Als ich nach meinem Pseudo-Abi (Abschluss der 2jährige Höhere Handelsschule) ins Berufsleben startete, standen mir jede Menge Türen offen. Ich konnte mir überlegen, wozu ich Lust habe. Ich hatte noch ein Gespräch mit dem Personalleiter. Ich musste mich nicht unter merkwürdigen Bedingungen, gemeinsam mit Mitbewerbern, einem Team vorstellen, nachdem ich nach zig Bewerbungsschreiben das Glück hatte, endlich überhaupt eine Einladung zu bekommen. Ich hatte auch noch das Glück, nach der Familienphase eine staatlich geförderte Ausbildung machen zu können.
Wir haben den Wachstumsgedanken, allgemein wirtschaftlich und persönlich finanziell, mit der Muttermilch aufgesogen und Willy Brand gewählt.
Bei mir hat dann der Alltag die Oberhand gewonnen und das politische Interesse rückte in den Hintergrund. Mit dem „alten“ Bild im Kopf von Frieden, Versöhnung, Sozialpolitik, habe ich eine Zeitlang noch SPD gewählt, ehe ich auf „Grün“ wechselte, ebenfalls mit dem falschen Bild im Kopf. Die Veränderungen in der Parteipolitik hatte ich einfach nicht mitbekommen. Einen „hellen“ Augenblick gab es als Hartz IV diskutiert wurde. Da war ich gerade selbst arbeitslos und durfte praktisch erleben, wie es ist vom „System“ abhängig zu sein. Ich musste eine Schulung mit dem Titel „50+ wir schaffen es“ besuchen. Leider ist man dann schon in einem Alter, wo die Sinnfreiheit und Substanzlosigkeit solch' hoch teurer Schulungen bemerkt wird. Und eben auch die Herabsetzung und Diskriminierung von Arbeitslosen. 
Ich hatte ein Diplom als Kunsttherapeutin in der Tasche, aber die Kliniken z. B., kein Budget mehr für komplementäre Behandlungsmethoden. Das war drei Jahre zuvor, zu Beginn meiner Fortbildung, noch ganz anders. Das war wohl der Gesundheitsreform zu verdanken, die in der Zwischenzeit erfolgt war. Da war ich dann sehr froh, als geschiedene 54jährige, 2004 wenigstens einen Teilzeitjob zu bekommen.

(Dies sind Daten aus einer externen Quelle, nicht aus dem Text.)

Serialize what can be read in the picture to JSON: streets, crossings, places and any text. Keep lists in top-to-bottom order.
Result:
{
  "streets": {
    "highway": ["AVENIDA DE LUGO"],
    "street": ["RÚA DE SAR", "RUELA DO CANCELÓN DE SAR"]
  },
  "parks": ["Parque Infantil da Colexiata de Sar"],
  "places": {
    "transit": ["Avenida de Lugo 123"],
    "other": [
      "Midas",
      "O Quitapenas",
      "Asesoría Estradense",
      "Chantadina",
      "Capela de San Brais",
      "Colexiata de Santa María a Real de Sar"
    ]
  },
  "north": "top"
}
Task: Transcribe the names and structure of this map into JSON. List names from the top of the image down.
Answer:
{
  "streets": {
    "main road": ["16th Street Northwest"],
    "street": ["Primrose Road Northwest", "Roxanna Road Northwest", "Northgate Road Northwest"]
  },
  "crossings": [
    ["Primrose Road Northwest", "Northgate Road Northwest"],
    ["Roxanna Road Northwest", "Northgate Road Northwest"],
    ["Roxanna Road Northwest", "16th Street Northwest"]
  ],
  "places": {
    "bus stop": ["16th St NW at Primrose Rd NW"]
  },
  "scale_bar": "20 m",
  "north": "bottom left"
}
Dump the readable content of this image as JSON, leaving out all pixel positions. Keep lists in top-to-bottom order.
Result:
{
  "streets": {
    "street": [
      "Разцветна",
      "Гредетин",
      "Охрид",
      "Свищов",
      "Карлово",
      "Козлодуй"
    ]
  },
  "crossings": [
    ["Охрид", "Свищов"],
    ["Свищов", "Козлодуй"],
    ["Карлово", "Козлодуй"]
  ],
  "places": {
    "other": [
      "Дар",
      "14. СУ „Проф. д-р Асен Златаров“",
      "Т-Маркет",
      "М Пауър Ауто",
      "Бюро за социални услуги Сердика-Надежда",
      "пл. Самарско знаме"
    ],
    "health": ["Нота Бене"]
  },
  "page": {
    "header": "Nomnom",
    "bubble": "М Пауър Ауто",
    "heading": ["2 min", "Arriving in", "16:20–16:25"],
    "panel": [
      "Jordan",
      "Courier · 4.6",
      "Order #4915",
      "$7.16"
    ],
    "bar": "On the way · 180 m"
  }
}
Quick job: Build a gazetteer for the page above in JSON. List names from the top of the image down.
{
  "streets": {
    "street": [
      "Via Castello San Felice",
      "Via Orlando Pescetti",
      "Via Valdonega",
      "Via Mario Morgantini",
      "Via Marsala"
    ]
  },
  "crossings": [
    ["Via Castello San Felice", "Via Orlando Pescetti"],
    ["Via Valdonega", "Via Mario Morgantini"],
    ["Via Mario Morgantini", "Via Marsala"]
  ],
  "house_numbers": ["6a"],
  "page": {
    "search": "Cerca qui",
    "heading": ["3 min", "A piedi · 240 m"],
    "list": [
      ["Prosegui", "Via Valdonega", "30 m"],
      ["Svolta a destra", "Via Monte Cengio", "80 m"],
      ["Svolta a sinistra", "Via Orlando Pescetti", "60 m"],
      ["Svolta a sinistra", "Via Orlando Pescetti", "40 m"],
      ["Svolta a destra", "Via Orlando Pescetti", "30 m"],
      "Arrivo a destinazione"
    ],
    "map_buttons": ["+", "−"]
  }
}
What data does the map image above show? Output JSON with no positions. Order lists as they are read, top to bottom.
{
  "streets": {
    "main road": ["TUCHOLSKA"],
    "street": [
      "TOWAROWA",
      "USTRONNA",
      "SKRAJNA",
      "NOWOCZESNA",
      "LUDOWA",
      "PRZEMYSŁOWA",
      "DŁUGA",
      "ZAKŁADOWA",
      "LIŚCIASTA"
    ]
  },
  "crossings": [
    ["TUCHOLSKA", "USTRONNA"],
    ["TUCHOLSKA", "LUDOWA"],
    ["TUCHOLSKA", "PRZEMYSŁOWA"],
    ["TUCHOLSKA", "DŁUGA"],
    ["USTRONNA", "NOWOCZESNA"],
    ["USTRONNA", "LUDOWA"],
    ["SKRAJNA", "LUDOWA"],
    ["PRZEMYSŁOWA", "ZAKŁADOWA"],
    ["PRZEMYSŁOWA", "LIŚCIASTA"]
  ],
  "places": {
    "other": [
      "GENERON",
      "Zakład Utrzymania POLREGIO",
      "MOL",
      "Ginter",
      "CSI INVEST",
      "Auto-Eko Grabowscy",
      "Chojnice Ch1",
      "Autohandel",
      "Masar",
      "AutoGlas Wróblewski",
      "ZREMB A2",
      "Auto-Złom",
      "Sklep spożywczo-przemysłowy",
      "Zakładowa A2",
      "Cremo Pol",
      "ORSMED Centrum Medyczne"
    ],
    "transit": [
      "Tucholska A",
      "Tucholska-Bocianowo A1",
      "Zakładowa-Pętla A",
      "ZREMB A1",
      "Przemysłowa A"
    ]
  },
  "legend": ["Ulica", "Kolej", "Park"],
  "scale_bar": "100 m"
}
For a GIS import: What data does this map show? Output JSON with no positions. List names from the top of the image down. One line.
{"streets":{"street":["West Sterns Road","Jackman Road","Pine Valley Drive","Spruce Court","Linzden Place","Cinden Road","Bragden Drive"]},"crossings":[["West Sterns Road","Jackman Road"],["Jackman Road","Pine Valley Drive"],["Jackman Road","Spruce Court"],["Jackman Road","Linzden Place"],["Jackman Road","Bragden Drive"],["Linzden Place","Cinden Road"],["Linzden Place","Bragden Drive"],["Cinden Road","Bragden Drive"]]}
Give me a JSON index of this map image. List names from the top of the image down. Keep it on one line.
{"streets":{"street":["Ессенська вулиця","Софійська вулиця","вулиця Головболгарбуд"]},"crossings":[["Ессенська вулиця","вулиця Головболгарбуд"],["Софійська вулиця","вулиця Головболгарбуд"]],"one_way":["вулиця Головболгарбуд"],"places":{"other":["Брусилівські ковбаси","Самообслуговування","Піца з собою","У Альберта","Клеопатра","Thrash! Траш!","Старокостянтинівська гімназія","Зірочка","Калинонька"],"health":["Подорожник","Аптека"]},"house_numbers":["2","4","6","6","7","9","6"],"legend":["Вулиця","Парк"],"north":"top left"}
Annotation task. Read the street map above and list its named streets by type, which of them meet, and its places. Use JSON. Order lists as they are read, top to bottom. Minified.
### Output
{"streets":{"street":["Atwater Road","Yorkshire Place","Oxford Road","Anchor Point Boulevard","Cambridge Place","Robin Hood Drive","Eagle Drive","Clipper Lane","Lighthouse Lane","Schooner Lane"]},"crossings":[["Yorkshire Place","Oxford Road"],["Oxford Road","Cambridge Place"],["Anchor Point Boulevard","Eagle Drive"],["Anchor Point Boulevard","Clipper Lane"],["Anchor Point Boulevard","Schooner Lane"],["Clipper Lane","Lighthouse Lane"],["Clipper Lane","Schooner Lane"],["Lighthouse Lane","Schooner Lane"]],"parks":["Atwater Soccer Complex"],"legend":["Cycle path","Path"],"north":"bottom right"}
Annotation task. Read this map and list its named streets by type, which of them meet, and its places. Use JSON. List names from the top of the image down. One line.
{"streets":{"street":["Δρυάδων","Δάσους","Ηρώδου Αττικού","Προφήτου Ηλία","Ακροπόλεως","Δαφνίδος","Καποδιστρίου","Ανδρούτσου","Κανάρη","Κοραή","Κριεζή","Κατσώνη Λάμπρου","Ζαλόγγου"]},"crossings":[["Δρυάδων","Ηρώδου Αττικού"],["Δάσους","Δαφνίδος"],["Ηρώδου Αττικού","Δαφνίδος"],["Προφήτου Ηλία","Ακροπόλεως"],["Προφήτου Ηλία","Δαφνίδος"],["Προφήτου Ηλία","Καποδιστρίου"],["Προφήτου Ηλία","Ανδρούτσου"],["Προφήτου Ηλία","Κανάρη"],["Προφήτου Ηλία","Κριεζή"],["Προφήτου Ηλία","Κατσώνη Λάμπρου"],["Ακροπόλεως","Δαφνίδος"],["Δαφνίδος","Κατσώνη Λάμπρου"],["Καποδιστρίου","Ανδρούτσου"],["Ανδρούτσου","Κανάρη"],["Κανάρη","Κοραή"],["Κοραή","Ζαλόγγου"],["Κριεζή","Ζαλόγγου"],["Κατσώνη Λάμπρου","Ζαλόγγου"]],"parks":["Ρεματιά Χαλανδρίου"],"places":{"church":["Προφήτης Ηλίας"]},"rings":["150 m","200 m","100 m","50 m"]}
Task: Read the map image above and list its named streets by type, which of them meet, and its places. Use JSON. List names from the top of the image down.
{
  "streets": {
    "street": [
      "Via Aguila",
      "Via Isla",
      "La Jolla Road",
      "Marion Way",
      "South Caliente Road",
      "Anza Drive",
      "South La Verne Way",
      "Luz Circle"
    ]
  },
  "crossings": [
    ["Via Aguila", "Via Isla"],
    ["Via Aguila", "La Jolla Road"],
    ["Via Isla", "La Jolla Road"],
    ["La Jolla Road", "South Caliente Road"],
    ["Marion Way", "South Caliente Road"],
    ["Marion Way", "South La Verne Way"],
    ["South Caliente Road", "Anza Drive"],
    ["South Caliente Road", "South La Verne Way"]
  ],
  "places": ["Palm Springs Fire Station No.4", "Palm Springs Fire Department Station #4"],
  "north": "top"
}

„Die körperlichen und seelischen Erschöpfungszustände beim Ausgebranntsein hinterlassen Lustlosigkeit, oft sogar Hoffnungslosigkeit. Wie kann sich ein ehedem engagierter Mensch neu orientieren, wenn ihm sogar seine Ideale schal oder leer erscheinen, weil sie ausgebrannt sind? Er braucht erstens genügend Zeit zum Neuanfang – Abschalten, Freunde, neue Tagträume -, zweitens ein neues Spielfeld, das ihm entspricht. Er muss zuerst aus der „inneren Emigration“ heraus, dann Hoffnung schöpfen mit anderem Tun.“


Reinhold Messner, Berge versetzen – Das Credo eines Grenzgängers, 2014, blv Buchverlag GmbH&Co.KG; Foto privat

Für meine Enkelkinder beginnt der Stress schon in der Schule. Zukunft? Mindestens Abitur. Schon der Besuch der Realschule scheint die Möglichkeiten für die Zukunft einzuschränken. Meine Enkelkinder haben schon mehrmals versucht, mir Wahlfach, Wahlpflichtfach und das Punktesystem zu erklären, um überhaupt zum Abitur zugelassen zu werden. Ich verstehe es nicht. 
Ich habe als Großmutter diesen Stress für meine Enkelkinder nicht gewollt. Hätte ich es verhindern können? Hätte ich politisch wacher sein müssen?
Ich habe geschlafen. Erst der Reichtum an Zeit hat mein politisches Interesse wiederbelebt. Und Eugen Drewermann gab mir die Richtung vor. Vor vielen Jahren hatte ich mich mit seinen Märcheninterpretationen beschäftigt und ihn wegen seiner Haltung der Kirche gegenüber sehr bewundert. Anfang 2015 begegnete er mir in einem Interview (KenFM im Gespräch) als Friedensaktivist und glasklarer Analyst der politischen Situation in der Welt.
Es wird dieses Wachstum, wie wir es gelebt und verinnerlicht haben, für unsere Enkelkinder nicht geben. Wie wird dann ihre Zukunft aussehen? Welche Gültigkeit hat unsere Vorstellung vom Leben, von der Gesellschaft, von Arbeit und Erfolg? Was können wir Großeltern unseren Enkelkindern mitgeben? Oder müssen wir uns von ihnen die Welt erklären lassen?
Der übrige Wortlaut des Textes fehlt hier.